They met. With very little discussion or delay (for their minds were made up beforehand), it was decided to announce in the French-English newspaper that, at a meeting of leading citizens, it had been thought consonant with the public interest to place before the people the name of General Hercule Mossy de Villivicencio. No explanation was considered necessary. All had been done in strict accordance with time-honored customs, and if any one did not know it it was his own fault. No eulogium was to follow, no editorial indorsement. The two announcements were destined to stand next morning, one on the English side and one on the French, in severe simplicity, to be greeted with profound gratification by a few old gentlemen in blue cottonade, and by roars of laughter from a rampant majority.

As the junto were departing, sparkling Madame Délicieuse detained the General at the head of the stairs that descended into the tiled carriage-way, to wish she was a man, that she might vote for him.

"But, General," she said, "had I not a beautiful bouquet of ladies on my balcony this morning?"

The General replied, with majestic gallantry, that "it was as magnificent as could be expected with the central rose wanting." And so Madame was disappointed, for she was trying to force the General to mention his son. "I will bear this no longer; he shall not rest," she had said to her little aunt, "until he has either kissed his son or quarrelled with him."

To which the aunt had answered that, "coûte que coûte, she need not cry about it;" nor did she.

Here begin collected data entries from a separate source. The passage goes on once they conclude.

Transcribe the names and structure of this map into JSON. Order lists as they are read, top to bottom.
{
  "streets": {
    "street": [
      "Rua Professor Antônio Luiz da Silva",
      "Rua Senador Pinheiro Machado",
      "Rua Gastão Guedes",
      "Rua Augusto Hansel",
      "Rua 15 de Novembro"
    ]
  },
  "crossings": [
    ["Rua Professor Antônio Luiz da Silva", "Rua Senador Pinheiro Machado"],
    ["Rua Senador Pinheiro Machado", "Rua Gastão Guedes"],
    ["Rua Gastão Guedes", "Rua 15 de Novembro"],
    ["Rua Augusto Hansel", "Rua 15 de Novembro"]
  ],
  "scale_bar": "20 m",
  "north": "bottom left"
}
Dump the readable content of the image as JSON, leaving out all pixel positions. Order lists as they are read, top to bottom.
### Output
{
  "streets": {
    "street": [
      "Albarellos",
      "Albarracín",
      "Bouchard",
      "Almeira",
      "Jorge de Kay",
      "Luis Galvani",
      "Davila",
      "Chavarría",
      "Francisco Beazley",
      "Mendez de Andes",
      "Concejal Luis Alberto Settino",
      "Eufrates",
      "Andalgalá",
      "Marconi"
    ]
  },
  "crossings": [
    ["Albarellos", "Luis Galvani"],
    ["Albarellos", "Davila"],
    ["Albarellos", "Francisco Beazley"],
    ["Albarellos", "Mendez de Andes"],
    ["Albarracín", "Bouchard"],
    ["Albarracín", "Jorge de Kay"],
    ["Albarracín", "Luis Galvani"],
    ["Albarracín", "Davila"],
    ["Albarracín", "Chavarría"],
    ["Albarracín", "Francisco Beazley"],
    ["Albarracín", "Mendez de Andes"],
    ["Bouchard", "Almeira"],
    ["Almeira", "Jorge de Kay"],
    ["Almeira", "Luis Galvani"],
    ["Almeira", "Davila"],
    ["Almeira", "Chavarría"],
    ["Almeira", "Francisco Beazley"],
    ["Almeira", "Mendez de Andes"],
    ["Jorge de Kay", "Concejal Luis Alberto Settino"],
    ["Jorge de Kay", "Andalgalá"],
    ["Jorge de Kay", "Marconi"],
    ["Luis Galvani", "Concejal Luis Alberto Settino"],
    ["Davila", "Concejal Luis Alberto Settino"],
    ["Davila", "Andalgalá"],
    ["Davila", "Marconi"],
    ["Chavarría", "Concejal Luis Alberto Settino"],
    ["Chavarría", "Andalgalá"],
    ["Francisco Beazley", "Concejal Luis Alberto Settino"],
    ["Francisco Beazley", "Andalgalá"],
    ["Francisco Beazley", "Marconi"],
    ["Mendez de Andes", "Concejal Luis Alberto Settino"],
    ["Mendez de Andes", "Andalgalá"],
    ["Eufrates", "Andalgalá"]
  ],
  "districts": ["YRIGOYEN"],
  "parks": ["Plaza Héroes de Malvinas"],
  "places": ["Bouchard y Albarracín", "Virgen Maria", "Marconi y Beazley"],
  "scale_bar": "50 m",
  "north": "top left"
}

Though the General's compliment had foiled her thrust, she answered gayly to the effect that enough was enough; "but, ah! General," dropping her voice to an undertone, "if you had heard what some of those rosebuds said of you!"

The old General pricked up like a country beau. Madame laughed to herself, "Monsieur Peacock, I have thee;" but aloud she said gravely:

"Come into the drawing-room, if you please, and seat yourself. You must be greatly fatigued."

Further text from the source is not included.